D’où est venue cette idée folle ?
On pourrait dire que tout part d’une rencontre, celle d’Isabelle Lenoble et Julien Leconte à Vivement lundi !, où Isabelle, fraîchement débarquée à Rennes, vient présenter le teaser de L’île à Lili. Julien est emballé : « c’était la première fois que je voyais quelqu’un venir avec de la 2D un peu pêchue et très drôle, comme j’aime ! À l’époque ce n’était le style d’aucun studio rennais. » C’était il y a une quinzaine d’années. Julien se dit plutôt technicien, il est animateur. Isabelle crée des concepts et des univers graphiques qu’elle vend, et fait en sorte de les réaliser.
Isabelle dit de Julien que sa façon d’aborder l’animation tient autant de la physique que de la peinture. Julien dit d’Isabelle qu’elle est intuitive, créative et réaliste à la fois dans sa façon de développer les projets. Et tous les deux sont d’accord pour dire que ce qui les anime, c’est de se faire rire : « la base c’est la blague ! » s’exclame Isabelle.
Après une première collaboration sur « L’île à Lili », ces deux-là ne cesseront plus, ensuite, de naviguer dans les mêmes eaux, pas loin de la Vilaine. « On a des univers communs et on rigole des mêmes choses, même si parfois ça diverge », confie Julien. Pour Isabelle, « trouver un binôme, c’est compliqué ! On pense qu’on peut travailler ensemble sur la base de quelques affinités, alors que ça n’a rien d’évident ! C’est vraiment rare et précieux. Et maintenant qu’on a passé le cap des 7 ans, on est sauvés ! ».
Isabelle et Julien en tournage. Au centre Anton Miossec, l’un des interprètes de la série © Vivement Lundi !

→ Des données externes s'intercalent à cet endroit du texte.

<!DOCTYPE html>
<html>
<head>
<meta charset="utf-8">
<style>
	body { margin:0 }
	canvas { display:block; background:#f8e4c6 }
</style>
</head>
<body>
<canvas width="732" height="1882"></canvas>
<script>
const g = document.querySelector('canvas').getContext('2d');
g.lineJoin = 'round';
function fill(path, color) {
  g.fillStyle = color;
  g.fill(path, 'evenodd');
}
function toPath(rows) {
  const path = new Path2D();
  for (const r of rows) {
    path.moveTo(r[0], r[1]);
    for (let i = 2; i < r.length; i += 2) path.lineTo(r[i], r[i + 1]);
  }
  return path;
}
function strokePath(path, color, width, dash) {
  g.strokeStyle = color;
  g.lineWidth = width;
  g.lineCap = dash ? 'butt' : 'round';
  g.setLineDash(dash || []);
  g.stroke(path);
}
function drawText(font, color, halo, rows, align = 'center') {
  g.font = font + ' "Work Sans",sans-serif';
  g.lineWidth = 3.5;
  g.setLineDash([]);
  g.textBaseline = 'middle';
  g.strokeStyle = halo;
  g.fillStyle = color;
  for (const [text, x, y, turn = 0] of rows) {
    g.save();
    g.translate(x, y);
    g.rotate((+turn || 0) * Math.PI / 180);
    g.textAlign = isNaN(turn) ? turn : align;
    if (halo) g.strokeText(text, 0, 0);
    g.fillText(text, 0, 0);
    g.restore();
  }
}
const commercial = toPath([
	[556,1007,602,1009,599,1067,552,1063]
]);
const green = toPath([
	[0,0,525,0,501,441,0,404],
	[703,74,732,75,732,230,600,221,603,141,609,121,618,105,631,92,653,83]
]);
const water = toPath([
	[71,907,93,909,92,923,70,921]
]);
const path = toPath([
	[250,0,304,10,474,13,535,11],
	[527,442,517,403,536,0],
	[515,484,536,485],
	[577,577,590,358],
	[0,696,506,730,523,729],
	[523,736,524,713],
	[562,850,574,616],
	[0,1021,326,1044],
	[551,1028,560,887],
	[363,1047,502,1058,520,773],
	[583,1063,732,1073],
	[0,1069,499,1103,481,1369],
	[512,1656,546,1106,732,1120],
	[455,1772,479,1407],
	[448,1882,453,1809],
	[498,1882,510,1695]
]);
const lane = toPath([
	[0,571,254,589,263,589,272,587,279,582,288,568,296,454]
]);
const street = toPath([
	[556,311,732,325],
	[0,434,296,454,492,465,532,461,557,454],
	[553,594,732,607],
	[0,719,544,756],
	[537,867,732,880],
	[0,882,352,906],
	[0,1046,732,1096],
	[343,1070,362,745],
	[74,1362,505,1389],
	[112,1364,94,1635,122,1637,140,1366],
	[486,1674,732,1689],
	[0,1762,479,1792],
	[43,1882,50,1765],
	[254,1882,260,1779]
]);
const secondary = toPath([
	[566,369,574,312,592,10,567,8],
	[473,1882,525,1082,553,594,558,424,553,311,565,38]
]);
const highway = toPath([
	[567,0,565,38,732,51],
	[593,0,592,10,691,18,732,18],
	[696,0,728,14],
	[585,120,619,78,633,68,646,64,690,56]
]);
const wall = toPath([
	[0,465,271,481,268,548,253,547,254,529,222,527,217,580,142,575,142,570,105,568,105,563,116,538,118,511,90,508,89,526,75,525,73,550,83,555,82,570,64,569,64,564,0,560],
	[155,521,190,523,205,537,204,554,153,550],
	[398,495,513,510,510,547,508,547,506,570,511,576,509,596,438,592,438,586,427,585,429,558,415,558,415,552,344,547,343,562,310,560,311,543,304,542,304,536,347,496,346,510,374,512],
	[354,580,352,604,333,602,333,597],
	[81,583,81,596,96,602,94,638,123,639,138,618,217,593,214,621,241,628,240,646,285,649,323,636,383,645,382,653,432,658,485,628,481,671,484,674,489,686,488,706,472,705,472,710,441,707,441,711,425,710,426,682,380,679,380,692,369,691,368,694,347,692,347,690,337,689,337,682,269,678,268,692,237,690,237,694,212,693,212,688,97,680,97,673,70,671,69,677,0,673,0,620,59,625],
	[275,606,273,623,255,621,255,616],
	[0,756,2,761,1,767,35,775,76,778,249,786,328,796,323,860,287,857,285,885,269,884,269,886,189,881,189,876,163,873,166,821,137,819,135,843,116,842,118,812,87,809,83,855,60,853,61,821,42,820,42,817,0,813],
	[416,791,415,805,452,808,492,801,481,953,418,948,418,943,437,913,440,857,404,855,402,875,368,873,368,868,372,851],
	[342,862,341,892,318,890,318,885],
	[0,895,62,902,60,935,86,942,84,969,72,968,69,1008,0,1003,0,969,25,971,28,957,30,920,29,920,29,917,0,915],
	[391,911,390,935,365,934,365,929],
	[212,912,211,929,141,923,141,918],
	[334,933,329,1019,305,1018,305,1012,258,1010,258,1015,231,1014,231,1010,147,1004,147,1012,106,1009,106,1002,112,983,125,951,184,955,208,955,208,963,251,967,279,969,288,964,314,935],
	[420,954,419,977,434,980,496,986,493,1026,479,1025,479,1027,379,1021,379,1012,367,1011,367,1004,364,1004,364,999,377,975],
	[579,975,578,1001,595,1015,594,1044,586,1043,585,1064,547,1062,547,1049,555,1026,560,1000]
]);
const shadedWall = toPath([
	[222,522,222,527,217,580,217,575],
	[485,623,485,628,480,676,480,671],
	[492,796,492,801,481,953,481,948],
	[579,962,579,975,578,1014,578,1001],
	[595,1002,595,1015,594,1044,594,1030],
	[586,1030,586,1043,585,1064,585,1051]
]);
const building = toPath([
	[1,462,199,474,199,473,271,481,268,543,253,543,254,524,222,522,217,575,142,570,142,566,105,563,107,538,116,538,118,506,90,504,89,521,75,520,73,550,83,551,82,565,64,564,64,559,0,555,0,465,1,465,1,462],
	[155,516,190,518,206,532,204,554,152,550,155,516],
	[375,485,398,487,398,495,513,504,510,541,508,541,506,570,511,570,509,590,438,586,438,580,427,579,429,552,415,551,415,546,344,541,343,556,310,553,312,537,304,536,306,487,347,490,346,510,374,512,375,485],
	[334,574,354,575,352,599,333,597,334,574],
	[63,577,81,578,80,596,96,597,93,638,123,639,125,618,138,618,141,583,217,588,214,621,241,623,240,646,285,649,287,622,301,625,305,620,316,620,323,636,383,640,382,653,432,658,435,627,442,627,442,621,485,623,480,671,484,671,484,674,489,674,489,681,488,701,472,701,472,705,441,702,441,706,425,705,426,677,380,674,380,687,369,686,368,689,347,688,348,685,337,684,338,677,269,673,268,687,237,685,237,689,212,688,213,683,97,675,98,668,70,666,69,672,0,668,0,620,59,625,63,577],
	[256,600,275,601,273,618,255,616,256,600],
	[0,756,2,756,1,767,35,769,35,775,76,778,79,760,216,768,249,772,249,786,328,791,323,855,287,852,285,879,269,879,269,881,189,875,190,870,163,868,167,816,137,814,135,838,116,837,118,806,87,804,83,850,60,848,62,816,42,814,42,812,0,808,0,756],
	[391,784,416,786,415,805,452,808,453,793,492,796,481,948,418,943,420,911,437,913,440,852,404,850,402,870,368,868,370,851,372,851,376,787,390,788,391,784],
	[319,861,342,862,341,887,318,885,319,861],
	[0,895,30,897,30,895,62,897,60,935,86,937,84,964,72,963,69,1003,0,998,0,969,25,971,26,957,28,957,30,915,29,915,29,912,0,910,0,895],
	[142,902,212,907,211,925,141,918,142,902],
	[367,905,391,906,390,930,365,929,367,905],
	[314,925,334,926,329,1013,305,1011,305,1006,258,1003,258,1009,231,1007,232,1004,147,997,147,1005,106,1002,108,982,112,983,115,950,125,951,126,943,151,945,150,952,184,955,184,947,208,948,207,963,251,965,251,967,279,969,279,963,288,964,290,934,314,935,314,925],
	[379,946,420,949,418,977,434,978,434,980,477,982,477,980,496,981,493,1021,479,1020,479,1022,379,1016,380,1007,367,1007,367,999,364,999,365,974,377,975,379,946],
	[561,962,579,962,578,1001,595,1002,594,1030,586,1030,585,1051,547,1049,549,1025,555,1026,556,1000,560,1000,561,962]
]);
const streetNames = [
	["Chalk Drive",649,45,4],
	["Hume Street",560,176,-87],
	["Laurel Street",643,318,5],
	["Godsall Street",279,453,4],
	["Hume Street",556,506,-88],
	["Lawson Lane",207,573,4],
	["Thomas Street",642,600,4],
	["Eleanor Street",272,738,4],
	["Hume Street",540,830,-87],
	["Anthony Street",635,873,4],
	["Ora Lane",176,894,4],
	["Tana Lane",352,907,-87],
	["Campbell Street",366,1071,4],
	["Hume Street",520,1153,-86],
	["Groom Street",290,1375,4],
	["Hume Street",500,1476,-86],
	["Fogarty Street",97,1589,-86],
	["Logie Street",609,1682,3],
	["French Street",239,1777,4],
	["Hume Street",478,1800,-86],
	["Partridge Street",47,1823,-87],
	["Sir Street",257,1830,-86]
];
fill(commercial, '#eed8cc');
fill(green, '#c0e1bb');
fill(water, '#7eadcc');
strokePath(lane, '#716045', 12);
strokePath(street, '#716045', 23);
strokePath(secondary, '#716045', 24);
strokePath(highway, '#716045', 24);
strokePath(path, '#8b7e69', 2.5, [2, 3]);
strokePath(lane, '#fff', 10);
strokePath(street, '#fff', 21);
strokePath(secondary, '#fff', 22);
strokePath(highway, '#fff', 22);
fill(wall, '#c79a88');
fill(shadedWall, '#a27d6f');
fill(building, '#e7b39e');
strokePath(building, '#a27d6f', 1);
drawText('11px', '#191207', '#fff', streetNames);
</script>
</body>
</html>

On pourrait dire que tout commence en 2008, un moment creux où « nous nous sommes mis à réfléchir à ce qu’on pourrait faire avec ceux de notre entourage qui ne travaillaient pas à l’époque, et nous avons décidé que ce serait un truc avec des bestioles », raconte Julien. « J’avais depuis longtemps envie de faire quelque chose qui se rapprocherait du faux documentaire et de filmer à ras du sol, de me plonger dans un univers miniature et de l’observer. D’adopter un autre point de vue ». Isabelle aussi était tentée par cet univers miniature et l’idée d’un bestiaire ; leur première réflexion excluait les humains : « Mon univers depuis toujours, c’est les bestiaires… du bestiaire débile. Dès le premier pitch on partait dans une sorte de faux documentaire animalier, en effet, puis nous avons créé ce rapport aux soucis humains. Très rapidement, Amandine Gallerand est venue se greffer sur le projet. Elle a travaillé avec nous un long moment, avant de partir travailler sur sa propre série, Bienvenue à Bric-à-broc. »

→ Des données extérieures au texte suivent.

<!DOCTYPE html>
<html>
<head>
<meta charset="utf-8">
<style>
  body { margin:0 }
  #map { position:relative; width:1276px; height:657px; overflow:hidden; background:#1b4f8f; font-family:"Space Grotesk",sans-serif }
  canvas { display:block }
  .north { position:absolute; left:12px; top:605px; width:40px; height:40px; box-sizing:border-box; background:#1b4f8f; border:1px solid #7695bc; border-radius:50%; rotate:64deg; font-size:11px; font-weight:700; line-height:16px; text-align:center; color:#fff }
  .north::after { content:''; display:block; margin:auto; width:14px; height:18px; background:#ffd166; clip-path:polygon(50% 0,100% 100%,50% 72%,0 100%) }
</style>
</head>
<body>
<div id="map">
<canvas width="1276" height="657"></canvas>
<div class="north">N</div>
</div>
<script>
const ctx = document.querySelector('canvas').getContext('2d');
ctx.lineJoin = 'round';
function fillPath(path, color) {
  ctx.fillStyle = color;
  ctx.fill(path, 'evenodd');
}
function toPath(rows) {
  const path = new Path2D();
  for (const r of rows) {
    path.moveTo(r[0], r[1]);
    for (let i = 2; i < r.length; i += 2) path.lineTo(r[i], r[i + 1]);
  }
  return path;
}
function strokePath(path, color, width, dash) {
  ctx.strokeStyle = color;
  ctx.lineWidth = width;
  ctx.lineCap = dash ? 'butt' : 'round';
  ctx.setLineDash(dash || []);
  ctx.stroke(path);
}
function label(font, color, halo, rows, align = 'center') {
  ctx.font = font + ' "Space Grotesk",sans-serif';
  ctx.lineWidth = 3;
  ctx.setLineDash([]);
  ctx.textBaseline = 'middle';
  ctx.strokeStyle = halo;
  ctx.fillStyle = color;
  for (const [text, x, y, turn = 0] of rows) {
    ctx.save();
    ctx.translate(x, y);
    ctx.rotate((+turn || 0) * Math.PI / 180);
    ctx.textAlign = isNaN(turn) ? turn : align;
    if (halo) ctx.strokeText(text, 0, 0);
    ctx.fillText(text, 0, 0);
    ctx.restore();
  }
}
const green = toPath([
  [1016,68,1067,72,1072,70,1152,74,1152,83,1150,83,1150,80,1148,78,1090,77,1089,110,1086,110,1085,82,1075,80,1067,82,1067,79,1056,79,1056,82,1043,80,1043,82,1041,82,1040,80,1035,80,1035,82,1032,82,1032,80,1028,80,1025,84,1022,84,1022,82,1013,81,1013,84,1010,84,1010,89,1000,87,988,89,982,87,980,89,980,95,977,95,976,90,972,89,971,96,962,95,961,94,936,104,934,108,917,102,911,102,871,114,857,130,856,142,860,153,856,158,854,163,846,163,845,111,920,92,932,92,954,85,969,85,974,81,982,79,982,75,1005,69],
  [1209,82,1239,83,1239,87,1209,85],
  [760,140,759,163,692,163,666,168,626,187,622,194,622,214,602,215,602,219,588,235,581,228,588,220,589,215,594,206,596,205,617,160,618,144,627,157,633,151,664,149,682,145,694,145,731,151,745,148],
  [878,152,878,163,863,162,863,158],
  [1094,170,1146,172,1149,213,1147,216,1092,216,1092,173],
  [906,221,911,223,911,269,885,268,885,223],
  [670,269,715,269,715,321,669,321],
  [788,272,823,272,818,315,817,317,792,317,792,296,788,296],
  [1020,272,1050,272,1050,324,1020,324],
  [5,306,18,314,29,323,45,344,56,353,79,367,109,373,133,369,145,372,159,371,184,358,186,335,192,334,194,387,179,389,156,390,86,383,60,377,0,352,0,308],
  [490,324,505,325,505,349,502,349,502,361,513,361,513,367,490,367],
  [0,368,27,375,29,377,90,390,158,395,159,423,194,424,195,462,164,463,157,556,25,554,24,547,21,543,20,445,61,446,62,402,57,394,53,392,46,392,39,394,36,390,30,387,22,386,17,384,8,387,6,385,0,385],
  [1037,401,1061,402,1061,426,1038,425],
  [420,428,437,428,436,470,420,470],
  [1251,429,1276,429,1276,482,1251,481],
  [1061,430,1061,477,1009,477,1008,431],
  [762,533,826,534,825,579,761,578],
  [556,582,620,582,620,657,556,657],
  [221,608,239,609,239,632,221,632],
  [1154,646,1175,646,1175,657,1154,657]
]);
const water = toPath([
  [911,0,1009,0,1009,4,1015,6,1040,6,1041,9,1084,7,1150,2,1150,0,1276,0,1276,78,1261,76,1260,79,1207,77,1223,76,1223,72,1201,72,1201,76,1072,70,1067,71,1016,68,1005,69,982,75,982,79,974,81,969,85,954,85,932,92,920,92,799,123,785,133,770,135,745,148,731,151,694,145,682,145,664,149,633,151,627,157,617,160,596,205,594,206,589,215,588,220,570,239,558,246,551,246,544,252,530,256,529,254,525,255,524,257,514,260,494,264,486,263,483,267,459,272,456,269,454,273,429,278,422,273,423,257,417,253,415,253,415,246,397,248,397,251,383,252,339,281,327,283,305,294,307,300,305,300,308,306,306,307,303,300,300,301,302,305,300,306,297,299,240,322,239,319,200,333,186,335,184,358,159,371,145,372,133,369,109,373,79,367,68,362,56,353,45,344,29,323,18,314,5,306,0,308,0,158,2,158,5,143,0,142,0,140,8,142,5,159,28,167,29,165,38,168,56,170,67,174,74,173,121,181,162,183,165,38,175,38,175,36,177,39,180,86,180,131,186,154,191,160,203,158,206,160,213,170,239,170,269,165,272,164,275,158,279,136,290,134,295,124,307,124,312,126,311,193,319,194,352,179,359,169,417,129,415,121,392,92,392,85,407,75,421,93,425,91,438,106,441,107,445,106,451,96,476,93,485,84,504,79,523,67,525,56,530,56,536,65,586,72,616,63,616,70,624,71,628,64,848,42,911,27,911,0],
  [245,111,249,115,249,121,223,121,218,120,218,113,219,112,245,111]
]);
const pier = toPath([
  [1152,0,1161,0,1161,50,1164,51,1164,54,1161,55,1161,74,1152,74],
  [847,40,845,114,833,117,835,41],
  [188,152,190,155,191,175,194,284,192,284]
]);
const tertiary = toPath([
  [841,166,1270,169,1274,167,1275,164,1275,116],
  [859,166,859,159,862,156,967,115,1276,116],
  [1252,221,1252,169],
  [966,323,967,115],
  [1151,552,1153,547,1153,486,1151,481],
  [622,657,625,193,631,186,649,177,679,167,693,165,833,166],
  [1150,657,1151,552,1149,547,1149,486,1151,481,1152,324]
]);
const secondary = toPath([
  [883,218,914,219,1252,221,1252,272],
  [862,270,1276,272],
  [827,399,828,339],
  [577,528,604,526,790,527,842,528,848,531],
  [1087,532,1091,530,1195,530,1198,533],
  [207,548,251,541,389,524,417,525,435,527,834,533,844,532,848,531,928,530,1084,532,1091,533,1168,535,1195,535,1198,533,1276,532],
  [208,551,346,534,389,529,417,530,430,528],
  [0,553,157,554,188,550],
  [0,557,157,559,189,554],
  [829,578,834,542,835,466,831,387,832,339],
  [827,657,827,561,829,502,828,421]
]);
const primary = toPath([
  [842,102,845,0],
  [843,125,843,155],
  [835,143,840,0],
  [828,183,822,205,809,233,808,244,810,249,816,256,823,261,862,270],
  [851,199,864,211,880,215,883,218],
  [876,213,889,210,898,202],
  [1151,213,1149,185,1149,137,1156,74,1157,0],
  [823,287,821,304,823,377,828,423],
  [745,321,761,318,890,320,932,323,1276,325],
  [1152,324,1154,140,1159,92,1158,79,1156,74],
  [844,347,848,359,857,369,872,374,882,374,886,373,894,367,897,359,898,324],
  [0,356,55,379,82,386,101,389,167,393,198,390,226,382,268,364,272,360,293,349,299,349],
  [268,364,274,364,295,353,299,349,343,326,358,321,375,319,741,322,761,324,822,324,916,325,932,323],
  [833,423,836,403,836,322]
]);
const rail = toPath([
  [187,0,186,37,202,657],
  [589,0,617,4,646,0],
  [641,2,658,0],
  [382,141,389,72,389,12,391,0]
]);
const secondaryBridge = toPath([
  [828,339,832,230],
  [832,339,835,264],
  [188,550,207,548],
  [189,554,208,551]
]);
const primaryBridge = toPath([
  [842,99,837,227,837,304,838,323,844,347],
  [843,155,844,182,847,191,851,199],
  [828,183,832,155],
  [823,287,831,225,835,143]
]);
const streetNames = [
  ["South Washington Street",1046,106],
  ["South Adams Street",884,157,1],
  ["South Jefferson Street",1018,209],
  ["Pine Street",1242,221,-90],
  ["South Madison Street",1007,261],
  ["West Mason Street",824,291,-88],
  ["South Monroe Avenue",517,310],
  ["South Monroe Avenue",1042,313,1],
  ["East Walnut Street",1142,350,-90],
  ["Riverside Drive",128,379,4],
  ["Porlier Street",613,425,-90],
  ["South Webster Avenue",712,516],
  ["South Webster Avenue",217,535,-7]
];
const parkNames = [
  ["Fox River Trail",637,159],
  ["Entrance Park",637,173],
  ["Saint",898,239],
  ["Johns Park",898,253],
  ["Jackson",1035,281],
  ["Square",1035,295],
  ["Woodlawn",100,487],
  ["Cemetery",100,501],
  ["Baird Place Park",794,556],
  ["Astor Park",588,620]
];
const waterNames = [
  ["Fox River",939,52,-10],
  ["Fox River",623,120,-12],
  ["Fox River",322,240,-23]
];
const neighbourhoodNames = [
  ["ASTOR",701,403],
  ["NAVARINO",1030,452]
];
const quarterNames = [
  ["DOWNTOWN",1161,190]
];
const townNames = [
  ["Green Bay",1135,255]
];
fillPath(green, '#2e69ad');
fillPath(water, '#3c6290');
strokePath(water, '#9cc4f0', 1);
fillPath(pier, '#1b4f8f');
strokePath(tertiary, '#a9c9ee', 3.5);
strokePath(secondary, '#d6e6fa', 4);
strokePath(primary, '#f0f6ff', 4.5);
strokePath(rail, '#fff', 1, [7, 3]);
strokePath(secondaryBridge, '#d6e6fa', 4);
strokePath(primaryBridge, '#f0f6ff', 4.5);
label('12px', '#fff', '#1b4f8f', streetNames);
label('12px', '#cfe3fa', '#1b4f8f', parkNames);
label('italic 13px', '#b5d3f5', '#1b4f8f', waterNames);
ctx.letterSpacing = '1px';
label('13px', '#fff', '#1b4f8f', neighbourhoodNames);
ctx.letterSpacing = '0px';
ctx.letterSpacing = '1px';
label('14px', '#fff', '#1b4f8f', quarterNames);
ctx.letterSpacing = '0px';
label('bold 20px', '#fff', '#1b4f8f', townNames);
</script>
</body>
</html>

« Nous avions vraiment la volonté de travailler avec les compétences du crû rennais, toutes les personnes que l’on connaissait et qui pour beaucoup étaient des amis avec qui nous travaillions régulièrement », se souvient Isabelle. C’est donc Mathieu Courtois et Jean-François Le Corre de Vivement lundi ! qui s’engagent et partent présenter le projet à la grand messe des chaînes de télévision européennes, le Forum Cartoon de 2013. Et c’est un carton ! France Télévisions est tout de suite intéressée et un an plus tard, c’est-à-dire très rapidement, la série entre en production.
Nous sommes en novembre 2014 et Isabelle et Julien se mettent à l’écriture de 26 épisodes de la série avant que l’on confie les 13 autres à « un tout petit pool de scénaristes », raconte Isabelle, « ce en quoi on a vraiment eu de la chance ! Nous avons aussi eu la très grande chance que Mathieu Courtois et Jean-François Le Corre nous permettent d’écrire tous les deux et nous laisse du temps pour ça. C’est rare, alors que c’est important pour la série, les choses ne nous échappent pas de la même manière et on garde une cohésion, y compris dans l’humour. »
Il y a un peu plus d’un an, c’est au tour des bestioles et des différents univers d’être pensés, designés, storyboardés. « Chaque étape est décisive, c’est une question d’univers qui se rencontrent. Scénaristes, storyboarders, designers, tous ramènent un univers singulier et il faut prendre garde à ne pas laisser le ton d’un épisode vous échapper ! » souligne Isabelle. « Le board a un impact décisif sur le rythme, le design de la bestiole donnera un esprit réaliste ou cartoon à l’épisode… tout cela influe de manière déterminante sur ce qu’on voit à l’écran et on ne dit pas la même chose. Il a donc fallu que nous accompagnions chaque intervenant à chaque étape. »
Une image du making-of de la série © Vivement Lundi !
La fiction, autrement dit le tournage en prises de vue réelles, s’est entièrement déroulé à Bordeaux (1) et a duré 7 semaines. À entendre nos deux compères, c’est sans conteste le plus gros défi qu’ils aient eu à relever et la partie la plus compliquée à gérer pour eux. Mais n’est-ce pas le cas de toutes les premières fois ?… Selon Julien, « c’est un autre monde qui n’a rien à voir avec l’animation.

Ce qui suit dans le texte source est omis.